INSTRUCTIONS FOR THE TASK: Give the number of lines in the material below where the word "rotate" shows up, without anything else.

· · ·

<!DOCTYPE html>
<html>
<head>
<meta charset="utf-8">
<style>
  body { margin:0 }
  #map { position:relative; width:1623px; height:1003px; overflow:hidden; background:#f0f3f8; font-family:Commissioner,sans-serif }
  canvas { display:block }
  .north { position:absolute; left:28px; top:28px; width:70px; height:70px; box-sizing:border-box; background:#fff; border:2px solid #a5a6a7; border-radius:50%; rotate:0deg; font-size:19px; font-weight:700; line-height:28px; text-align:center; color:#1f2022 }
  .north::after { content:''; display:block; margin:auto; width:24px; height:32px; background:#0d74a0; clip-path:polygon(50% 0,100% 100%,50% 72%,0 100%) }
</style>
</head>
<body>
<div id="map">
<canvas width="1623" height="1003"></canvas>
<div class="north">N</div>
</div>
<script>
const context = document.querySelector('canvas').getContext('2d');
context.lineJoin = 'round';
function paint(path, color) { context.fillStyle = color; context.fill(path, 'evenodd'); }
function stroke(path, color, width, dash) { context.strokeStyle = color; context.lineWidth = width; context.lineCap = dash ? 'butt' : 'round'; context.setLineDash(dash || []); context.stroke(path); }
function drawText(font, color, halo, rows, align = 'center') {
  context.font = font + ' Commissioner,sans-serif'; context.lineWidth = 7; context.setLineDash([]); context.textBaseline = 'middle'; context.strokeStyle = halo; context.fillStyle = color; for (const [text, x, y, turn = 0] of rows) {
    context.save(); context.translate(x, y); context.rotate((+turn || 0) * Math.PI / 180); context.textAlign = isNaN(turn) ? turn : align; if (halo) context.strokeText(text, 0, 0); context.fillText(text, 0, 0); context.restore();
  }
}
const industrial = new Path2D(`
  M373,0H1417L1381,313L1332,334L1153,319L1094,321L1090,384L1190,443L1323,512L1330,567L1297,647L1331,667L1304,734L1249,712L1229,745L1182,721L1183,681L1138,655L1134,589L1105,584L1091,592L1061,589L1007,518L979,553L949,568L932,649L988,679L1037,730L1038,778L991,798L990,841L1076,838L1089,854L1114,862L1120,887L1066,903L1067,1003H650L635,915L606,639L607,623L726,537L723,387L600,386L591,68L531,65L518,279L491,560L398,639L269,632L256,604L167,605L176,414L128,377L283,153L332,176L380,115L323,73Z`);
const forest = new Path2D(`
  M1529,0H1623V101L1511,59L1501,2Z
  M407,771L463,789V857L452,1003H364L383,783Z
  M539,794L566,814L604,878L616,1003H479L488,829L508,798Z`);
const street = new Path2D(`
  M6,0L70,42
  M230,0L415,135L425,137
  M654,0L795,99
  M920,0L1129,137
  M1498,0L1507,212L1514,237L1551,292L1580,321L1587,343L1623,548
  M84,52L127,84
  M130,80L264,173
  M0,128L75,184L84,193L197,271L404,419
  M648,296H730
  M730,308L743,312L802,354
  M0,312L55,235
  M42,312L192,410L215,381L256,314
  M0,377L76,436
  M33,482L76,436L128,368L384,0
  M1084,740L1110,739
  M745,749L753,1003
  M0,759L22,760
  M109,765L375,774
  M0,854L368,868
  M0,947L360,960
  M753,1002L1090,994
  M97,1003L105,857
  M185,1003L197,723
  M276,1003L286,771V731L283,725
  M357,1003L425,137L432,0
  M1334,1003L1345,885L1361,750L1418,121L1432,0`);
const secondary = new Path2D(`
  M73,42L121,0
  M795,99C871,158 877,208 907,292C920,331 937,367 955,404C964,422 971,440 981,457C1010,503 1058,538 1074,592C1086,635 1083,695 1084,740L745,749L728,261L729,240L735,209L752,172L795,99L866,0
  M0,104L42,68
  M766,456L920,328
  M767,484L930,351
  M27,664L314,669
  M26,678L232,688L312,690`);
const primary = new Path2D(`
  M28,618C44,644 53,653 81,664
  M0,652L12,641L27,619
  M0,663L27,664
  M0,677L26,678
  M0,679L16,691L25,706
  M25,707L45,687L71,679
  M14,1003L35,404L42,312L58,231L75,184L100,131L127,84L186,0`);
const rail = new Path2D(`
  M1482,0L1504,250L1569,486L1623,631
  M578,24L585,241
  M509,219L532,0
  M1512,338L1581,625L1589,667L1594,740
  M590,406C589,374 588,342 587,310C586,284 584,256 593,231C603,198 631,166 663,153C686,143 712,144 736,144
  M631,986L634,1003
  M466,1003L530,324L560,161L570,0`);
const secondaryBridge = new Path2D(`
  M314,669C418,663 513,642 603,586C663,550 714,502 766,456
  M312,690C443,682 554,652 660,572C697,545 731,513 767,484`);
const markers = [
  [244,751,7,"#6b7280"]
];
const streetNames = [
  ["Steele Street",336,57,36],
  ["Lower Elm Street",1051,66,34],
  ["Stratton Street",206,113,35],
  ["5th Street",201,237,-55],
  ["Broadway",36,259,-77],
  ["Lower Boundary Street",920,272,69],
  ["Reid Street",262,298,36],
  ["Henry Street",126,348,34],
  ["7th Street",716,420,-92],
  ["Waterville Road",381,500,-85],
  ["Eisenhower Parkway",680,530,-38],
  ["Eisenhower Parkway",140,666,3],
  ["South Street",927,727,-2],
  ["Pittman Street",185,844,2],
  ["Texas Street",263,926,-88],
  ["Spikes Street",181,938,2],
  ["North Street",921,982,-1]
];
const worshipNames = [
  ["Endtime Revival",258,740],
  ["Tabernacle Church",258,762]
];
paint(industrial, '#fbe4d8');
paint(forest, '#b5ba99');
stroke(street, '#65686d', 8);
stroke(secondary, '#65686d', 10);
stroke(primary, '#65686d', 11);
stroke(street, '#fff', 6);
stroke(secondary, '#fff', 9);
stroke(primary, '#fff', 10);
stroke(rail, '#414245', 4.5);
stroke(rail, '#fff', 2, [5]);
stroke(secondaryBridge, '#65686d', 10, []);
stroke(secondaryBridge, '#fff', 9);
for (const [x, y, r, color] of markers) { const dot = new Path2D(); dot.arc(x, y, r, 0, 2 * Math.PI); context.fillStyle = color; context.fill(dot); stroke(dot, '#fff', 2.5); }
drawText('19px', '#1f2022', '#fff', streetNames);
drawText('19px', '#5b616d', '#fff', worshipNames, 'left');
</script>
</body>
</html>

· · ·

ANSWER FOR THE TASK: 2